Aim of the exercise: Identify every line in the records below that contains the word "canvas", and reproduce each one.

[Stored data entries]
########################################
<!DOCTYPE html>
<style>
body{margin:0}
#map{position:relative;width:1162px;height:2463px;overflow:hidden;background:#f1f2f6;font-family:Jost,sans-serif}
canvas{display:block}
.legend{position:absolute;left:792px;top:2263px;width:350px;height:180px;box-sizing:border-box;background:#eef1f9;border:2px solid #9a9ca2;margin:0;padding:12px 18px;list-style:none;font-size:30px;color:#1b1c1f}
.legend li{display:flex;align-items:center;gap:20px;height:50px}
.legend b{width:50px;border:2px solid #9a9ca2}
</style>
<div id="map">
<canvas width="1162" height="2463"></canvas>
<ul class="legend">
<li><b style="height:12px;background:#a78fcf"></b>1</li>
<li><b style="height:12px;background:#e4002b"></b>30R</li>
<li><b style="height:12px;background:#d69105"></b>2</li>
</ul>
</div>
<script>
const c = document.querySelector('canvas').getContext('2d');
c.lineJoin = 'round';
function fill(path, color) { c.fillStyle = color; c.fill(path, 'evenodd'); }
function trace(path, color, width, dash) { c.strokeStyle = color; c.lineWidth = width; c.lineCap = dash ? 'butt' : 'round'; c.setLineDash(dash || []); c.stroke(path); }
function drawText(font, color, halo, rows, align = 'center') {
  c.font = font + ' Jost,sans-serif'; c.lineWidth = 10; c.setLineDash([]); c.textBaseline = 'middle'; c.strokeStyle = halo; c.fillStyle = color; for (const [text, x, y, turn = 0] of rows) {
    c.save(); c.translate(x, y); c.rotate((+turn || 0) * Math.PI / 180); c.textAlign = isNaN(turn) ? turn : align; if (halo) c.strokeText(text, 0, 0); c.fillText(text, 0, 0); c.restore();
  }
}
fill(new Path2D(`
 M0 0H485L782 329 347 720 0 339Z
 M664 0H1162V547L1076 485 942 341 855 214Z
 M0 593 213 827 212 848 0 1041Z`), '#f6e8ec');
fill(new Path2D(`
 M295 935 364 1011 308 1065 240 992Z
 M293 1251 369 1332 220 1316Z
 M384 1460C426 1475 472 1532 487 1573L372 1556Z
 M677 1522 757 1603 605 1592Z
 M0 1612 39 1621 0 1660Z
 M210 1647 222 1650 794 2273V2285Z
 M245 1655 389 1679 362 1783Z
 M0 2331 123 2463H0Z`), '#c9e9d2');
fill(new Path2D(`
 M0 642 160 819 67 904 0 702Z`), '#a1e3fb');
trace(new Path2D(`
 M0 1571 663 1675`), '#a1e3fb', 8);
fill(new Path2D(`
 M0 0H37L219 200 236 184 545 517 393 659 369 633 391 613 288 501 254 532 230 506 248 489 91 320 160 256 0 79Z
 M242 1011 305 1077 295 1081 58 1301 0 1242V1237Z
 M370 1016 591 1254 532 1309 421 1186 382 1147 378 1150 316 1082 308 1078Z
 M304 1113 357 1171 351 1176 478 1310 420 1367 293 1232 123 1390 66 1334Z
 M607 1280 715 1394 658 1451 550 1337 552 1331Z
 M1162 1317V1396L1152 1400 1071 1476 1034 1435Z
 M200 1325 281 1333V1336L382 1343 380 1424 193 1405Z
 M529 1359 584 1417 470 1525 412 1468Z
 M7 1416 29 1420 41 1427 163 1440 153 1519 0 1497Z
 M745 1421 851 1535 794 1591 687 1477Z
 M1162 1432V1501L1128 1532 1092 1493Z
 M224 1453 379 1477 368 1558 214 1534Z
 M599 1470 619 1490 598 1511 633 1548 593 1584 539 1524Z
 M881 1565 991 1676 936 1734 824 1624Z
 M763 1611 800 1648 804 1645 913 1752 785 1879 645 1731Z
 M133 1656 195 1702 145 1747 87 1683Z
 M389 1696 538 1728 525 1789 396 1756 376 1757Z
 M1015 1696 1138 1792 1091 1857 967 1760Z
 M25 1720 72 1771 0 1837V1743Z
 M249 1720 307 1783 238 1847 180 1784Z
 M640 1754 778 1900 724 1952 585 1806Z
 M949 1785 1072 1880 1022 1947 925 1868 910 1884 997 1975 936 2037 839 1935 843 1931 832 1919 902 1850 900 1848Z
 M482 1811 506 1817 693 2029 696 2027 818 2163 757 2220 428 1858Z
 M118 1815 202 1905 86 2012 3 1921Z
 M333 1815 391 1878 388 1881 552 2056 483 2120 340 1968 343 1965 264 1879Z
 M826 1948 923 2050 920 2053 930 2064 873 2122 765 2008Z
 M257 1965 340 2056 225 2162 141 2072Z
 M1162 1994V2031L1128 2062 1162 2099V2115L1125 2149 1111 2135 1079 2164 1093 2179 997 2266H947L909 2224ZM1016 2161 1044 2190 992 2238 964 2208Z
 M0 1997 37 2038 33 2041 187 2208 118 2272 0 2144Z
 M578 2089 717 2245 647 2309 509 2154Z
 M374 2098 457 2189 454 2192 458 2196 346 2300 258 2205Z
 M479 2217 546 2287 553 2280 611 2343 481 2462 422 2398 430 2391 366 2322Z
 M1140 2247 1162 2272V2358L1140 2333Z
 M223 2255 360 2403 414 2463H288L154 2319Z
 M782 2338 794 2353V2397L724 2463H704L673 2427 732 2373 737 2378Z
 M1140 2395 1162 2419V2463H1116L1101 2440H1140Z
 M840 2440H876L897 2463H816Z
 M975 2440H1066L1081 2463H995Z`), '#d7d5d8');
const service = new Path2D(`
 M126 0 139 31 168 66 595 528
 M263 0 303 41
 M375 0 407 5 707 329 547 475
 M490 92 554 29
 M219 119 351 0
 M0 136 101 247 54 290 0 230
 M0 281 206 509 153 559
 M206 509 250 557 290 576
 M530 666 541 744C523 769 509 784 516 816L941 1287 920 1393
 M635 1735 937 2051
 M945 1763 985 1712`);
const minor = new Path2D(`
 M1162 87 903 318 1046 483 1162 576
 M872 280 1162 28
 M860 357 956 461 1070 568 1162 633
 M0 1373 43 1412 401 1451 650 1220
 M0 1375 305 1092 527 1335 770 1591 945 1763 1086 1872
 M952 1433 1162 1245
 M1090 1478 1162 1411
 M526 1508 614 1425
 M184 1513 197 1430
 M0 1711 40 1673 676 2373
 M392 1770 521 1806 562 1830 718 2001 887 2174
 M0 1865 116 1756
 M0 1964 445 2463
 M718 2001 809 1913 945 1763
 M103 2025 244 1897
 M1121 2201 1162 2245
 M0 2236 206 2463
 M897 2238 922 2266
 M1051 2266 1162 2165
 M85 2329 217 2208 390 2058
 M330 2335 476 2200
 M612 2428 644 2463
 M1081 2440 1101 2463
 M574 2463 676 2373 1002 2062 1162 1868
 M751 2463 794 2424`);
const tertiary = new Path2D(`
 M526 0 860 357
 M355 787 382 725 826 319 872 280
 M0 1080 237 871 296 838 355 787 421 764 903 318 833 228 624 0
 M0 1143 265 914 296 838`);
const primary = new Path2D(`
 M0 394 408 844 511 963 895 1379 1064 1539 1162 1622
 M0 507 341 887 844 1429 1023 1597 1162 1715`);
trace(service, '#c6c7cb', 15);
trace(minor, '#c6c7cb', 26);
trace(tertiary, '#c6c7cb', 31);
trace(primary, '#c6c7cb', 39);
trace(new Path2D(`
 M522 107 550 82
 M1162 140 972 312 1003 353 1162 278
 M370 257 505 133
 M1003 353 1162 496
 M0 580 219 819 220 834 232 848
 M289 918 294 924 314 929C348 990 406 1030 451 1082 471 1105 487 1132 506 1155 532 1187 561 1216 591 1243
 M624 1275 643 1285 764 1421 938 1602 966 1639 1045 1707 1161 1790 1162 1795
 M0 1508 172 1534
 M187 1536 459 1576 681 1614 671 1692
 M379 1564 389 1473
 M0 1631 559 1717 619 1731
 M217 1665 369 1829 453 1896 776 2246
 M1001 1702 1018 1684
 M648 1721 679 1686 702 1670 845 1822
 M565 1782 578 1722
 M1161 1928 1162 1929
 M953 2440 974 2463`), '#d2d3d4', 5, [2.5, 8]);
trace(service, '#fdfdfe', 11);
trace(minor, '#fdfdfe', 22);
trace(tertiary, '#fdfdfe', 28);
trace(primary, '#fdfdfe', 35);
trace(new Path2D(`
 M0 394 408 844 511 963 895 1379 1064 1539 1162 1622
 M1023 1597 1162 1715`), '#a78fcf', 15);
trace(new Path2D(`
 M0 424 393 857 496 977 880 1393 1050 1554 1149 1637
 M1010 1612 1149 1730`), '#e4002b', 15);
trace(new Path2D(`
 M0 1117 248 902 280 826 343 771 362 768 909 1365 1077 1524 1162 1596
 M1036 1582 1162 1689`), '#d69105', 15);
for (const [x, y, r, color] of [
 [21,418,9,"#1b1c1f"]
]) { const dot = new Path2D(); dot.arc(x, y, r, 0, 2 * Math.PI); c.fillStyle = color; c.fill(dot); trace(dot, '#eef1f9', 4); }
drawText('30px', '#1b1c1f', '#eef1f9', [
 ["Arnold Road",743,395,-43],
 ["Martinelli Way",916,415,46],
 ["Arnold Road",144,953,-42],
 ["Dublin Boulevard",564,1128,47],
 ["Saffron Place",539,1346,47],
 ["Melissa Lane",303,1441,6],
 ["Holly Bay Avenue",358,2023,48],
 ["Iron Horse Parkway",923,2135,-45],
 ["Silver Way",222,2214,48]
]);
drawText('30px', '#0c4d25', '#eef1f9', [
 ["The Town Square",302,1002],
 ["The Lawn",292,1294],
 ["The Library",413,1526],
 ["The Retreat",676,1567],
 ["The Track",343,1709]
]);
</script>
########################################
Answer space:
canvas{display:block}
<canvas width="1162" height="2463"></canvas>
const c = document.querySelector('canvas').getContext('2d');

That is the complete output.